> **TASK STATEMENT**: Which lines of the entries contain the string "labels"? Please find them and copy them.

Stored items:
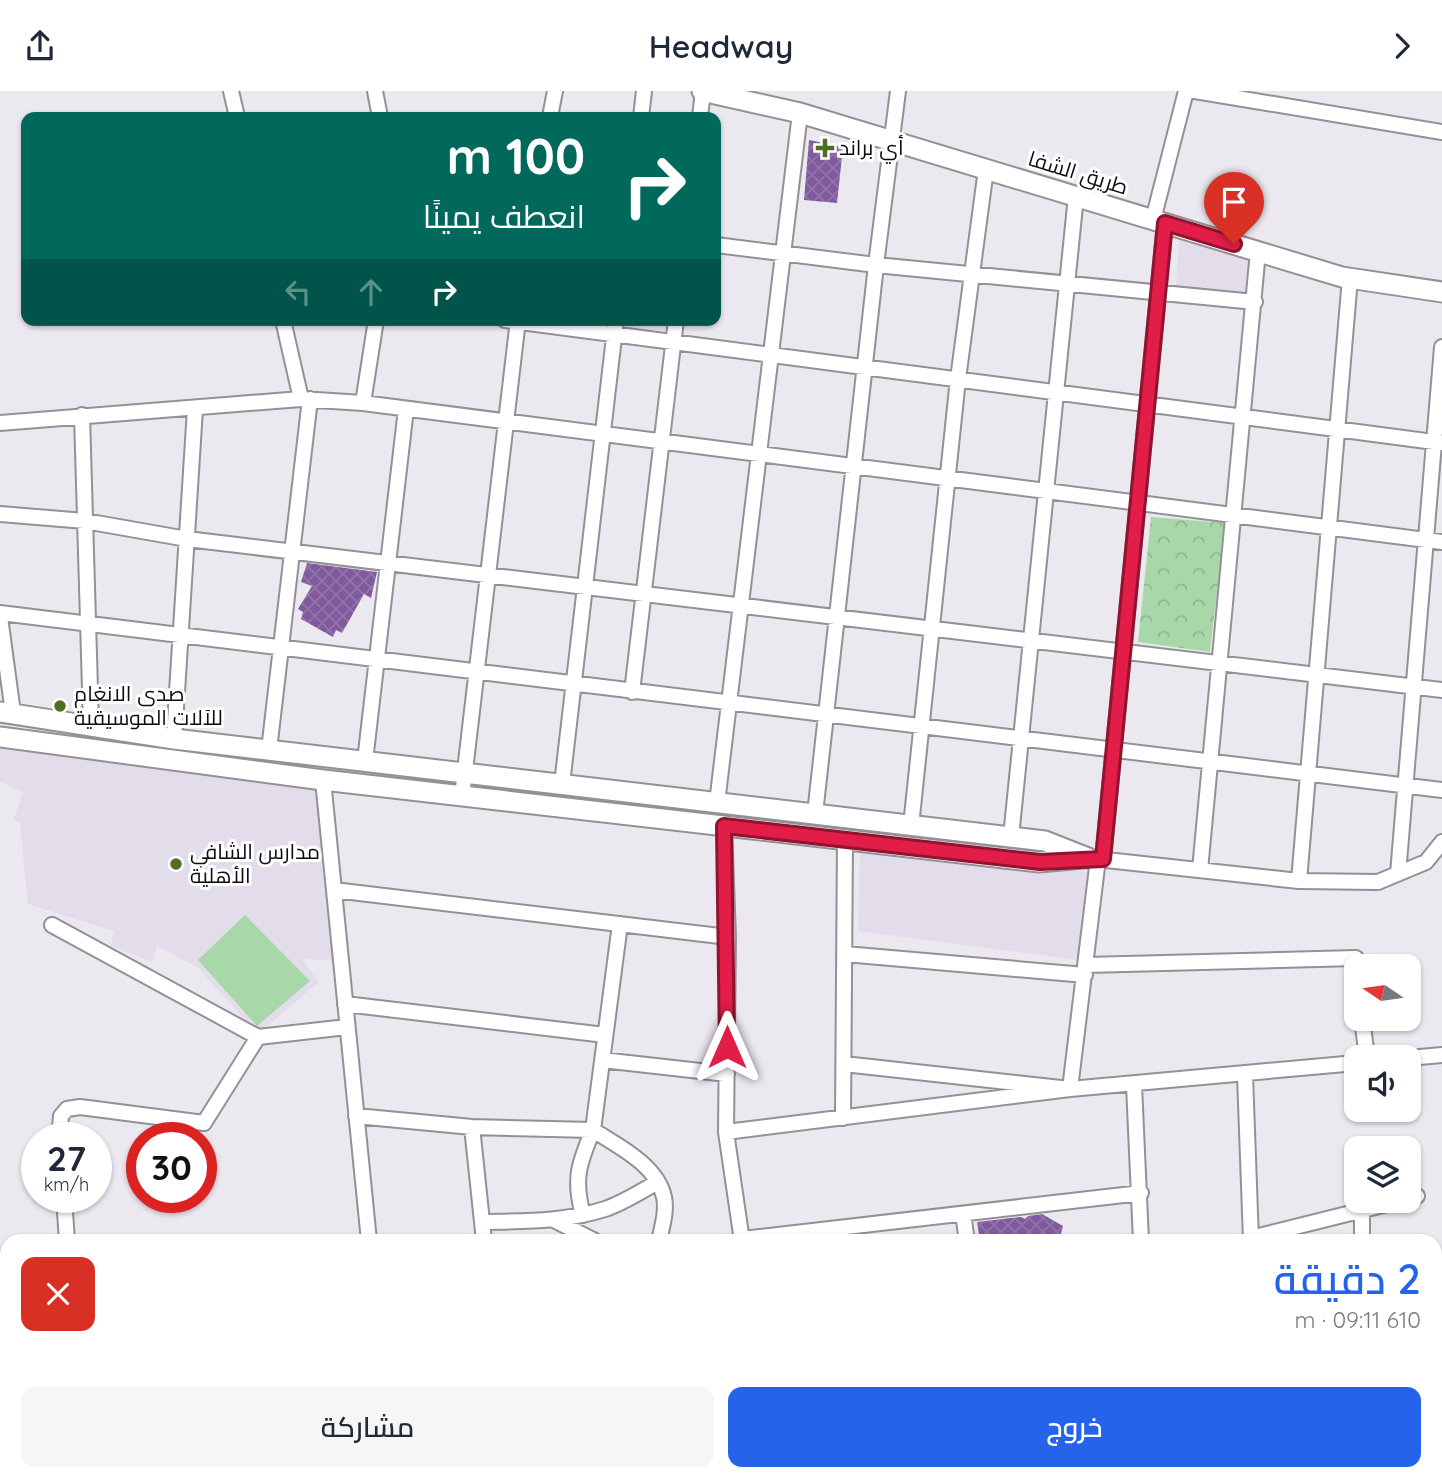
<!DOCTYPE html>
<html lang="ar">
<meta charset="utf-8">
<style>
body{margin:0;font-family:Quicksand,Cairo,sans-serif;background:#f6f6f7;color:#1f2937;direction:rtl;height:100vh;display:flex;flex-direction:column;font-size:26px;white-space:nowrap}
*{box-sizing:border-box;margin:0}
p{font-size:23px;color:#747a83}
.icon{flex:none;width:38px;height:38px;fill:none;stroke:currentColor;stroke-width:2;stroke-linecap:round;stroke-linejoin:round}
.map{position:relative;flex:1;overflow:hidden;direction:ltr}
.panel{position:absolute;left:0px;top:1143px;width:1442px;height:247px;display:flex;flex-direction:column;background:#fff;border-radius:21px 21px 0 0;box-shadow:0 2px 5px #0004;direction:rtl}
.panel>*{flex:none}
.hud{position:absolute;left:21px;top:21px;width:700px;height:214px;border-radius:14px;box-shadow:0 2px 5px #0004;direction:rtl;background:#00695c;color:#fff;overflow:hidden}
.needle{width:46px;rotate:283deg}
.controls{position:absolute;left:1344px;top:863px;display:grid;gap:14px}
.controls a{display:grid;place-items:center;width:77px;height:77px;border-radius:14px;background:#fff;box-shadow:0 2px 5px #0004;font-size:35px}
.speed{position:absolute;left:21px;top:1031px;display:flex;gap:14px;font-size:35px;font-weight:700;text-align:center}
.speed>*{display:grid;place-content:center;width:91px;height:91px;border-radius:50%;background:#fff;box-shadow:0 2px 5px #0004;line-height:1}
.speed small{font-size:18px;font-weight:400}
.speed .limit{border:10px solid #d22;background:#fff;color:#111}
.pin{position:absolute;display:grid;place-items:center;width:60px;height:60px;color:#fff;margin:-72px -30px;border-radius:50% 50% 50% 0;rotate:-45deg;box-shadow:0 0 7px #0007}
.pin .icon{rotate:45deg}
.me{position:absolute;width:77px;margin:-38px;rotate:0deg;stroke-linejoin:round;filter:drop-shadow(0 0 5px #0008)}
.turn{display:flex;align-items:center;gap:24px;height:147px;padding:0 21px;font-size:32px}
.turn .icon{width:91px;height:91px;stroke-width:2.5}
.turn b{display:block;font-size:49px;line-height:60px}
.lanes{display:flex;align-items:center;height:66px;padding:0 21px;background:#0003;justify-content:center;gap:35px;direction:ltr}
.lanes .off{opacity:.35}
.round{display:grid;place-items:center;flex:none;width:74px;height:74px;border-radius:14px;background:#f6f6f7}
.summary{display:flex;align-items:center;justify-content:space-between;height:119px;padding:0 21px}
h1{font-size:42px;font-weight:600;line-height:52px;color:#2563eb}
.cta{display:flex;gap:14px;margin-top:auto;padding:14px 21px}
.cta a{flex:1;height:80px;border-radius:14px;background:#2563eb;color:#fff;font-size:28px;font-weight:600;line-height:80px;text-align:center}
.cta a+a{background:#f6f6f7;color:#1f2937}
header{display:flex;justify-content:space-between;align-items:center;height:91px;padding:0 21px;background:#fff;font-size:32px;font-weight:600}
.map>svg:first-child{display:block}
.built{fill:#e3dcea}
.grass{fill:#a8d7a9}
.park{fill:url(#park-crowns)}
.building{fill:url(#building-cross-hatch)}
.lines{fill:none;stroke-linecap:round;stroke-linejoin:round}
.street-casing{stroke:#939096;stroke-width:18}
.secondary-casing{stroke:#939096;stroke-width:23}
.street{stroke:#fff;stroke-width:14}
.secondary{stroke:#fff;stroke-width:19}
.route-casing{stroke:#92132f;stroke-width:18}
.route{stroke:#e11d48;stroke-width:12}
.poi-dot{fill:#4f6e23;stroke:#fff;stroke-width:2.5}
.labels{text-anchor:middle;stroke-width:6;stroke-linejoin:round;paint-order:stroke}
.poi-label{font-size:21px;fill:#0d0c0e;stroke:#fff;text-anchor:start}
.street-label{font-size:21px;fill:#0d0c0e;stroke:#fff}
</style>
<header><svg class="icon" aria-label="forward" viewBox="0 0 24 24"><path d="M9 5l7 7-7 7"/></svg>Headway<svg class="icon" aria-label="share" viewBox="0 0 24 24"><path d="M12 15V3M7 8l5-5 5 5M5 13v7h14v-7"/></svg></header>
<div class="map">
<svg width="1442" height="1388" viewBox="0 0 1442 1388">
<defs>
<pattern id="park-crowns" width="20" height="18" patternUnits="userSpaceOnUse" patternTransform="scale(1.75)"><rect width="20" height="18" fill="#a8d7a9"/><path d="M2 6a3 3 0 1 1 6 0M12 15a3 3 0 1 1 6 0" fill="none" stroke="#8fb790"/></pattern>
<pattern id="building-cross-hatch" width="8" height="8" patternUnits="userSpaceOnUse" patternTransform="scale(1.75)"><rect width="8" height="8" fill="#80599f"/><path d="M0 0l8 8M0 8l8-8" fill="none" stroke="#9075a6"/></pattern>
</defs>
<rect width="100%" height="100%" fill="#ebe8ef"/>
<path class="built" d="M1179,147L1252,169L1245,207L1176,198Z
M0,656L317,695L339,869L302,868L319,891L258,943L197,876L157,855L153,871L111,855L114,840L28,813L20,732L14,728L23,701L0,691Z
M860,758L1089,781L1078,869L858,840Z
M1039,1383L1130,1382V1383L1123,1388H1081Z"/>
<path class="grass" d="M245,824L310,890L257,935L198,869Z"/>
<path class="park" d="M1151,426L1225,432L1210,561L1138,551Z"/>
<path class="building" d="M809,49L843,56L837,112L804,109Z
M307,472L377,481L371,507L364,503L342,542L336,539L333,546L301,528L303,521L298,518L312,495L301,491Z
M1042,1123L1063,1135L1059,1150H980L977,1131L1021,1126L1025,1128L1028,1125Z"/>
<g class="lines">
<defs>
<path id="street" d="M231,0L237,26
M375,0L380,26
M1195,0L1442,41
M550,26L555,0
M641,26L644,0
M700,26L703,0
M1153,129L1186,0
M716,154L876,174L1255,211
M283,229L301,308
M505,229L1442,352
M363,312L376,229
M82,324L91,633
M0,332L301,308L363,312L1442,451
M0,423L85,430L187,448L1442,599
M0,522L1442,699
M0,526L13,622
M632,601L676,229
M174,648L195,318
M269,659L310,308
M365,670L406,318
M323,689L369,1150
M562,693L616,229
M462,705L518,229
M717,712L800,22
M815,723L876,174L898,0
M724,735L728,846L726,1041L742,1150
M911,735L958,288L986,78
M1011,746L1076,105
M1097,768L1299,790L1378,791L1426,771L1442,751
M1103,768L1165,132
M1200,779L1258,160
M1398,783L1442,256
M1299,790L1350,187
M334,799L728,846
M52,834L258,946
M845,863L1085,884
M1086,874L1356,867L1357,875
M345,913L605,944
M1362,928L1367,966
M1409,967L1442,964
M602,969L727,983
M844,973L1070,998L1098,768
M1245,984L1251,1150
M1134,994L1141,1150
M356,1025L472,1036L593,1039L620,833
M843,1027L845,749
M472,1036L484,1150
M726,1041L1070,998L1356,972
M59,1046L61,1025L67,1018L80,1016L204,1032L258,946L347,936
M64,1106L67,1150
M1409,1107L1417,1105
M1362,1119V1150
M963,1123L967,1150
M583,1124C573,1088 579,1072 593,1039C618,1055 657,1074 664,1106C667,1120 662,1136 659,1150
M554,1129L595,1150
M482,1131C523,1130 565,1131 605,1118C623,1112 641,1100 658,1091
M1251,1147L1399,1110
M742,1148L1141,1102
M0,1180L7,1182
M0,1216L1,1294
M954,1382V1388
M1366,1382V1388
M1138,1388V1382"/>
<path id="secondary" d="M702,0L800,22L1342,186L1442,201
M0,621L174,648L1045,750L1088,767
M0,646L323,689L1039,771L1083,767
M0,1294L7,1295
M0,1321L7,1322
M0,1374H7
M128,1382L195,1388
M659,1382L704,1388
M877,1382L938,1388"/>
</defs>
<use href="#street" class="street-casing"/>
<use href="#secondary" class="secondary-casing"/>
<use href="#street" class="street"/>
<use href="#secondary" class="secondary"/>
</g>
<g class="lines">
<defs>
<path id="route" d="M727,956L724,735L1040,771L1103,768L1165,132L1234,153"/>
</defs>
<use href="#route" class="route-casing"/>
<use href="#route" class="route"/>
</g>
<g class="poi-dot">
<path d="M821.5 46.5h7v7h7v7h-7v7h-7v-7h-7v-7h7z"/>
<circle cx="60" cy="615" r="7"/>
<circle cx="176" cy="773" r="7"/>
</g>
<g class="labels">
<g class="poi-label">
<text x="839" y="64">أي براند</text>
<text x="74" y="610">صدى الانغام<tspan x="74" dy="24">للآلات الموسيقية</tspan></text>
<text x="190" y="768">مدارس الشافي<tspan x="190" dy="24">الأهلية</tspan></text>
</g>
<g class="street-label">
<text transform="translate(1078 82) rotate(17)" y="7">طريق الشفا</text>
</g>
</g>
</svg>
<div class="controls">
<a><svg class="needle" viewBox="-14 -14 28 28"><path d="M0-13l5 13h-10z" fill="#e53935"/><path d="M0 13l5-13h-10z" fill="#747a83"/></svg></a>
<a><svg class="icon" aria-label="sound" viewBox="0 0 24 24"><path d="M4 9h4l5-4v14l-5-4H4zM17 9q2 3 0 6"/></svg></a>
<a><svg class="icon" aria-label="layers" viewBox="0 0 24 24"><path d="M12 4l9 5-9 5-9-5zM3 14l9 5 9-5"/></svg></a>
</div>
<div class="speed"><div>27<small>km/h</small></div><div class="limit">30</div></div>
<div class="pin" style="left:1234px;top:153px;background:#d93025"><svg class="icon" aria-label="arrive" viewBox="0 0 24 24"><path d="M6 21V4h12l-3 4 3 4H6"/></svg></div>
<svg class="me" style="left:727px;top:956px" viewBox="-20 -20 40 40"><path d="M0-17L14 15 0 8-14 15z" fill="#e11d48" stroke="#fff" stroke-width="4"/></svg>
<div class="hud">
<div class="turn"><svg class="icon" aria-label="right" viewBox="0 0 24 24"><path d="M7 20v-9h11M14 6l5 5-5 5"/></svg><div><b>100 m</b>انعطف يمينًا</div></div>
<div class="lanes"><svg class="icon off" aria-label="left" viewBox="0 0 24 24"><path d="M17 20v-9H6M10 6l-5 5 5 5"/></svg><svg class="icon off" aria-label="ahead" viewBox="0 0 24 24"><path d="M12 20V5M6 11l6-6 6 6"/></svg><svg class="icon" aria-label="right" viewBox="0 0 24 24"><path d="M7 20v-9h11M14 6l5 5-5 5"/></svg></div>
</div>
<section class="panel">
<div class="summary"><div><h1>2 دقيقة</h1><p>610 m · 09:11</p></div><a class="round" style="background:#d93025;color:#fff"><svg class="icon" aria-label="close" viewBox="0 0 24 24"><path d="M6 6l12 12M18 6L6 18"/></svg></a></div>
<div class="cta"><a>خروج</a><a>مشاركة</a></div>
</section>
</div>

> **RESPONSE TO THIS TASK**:
.labels{text-anchor:middle;stroke-width:6;stroke-linejoin:round;paint-order:stroke}
<g class="labels">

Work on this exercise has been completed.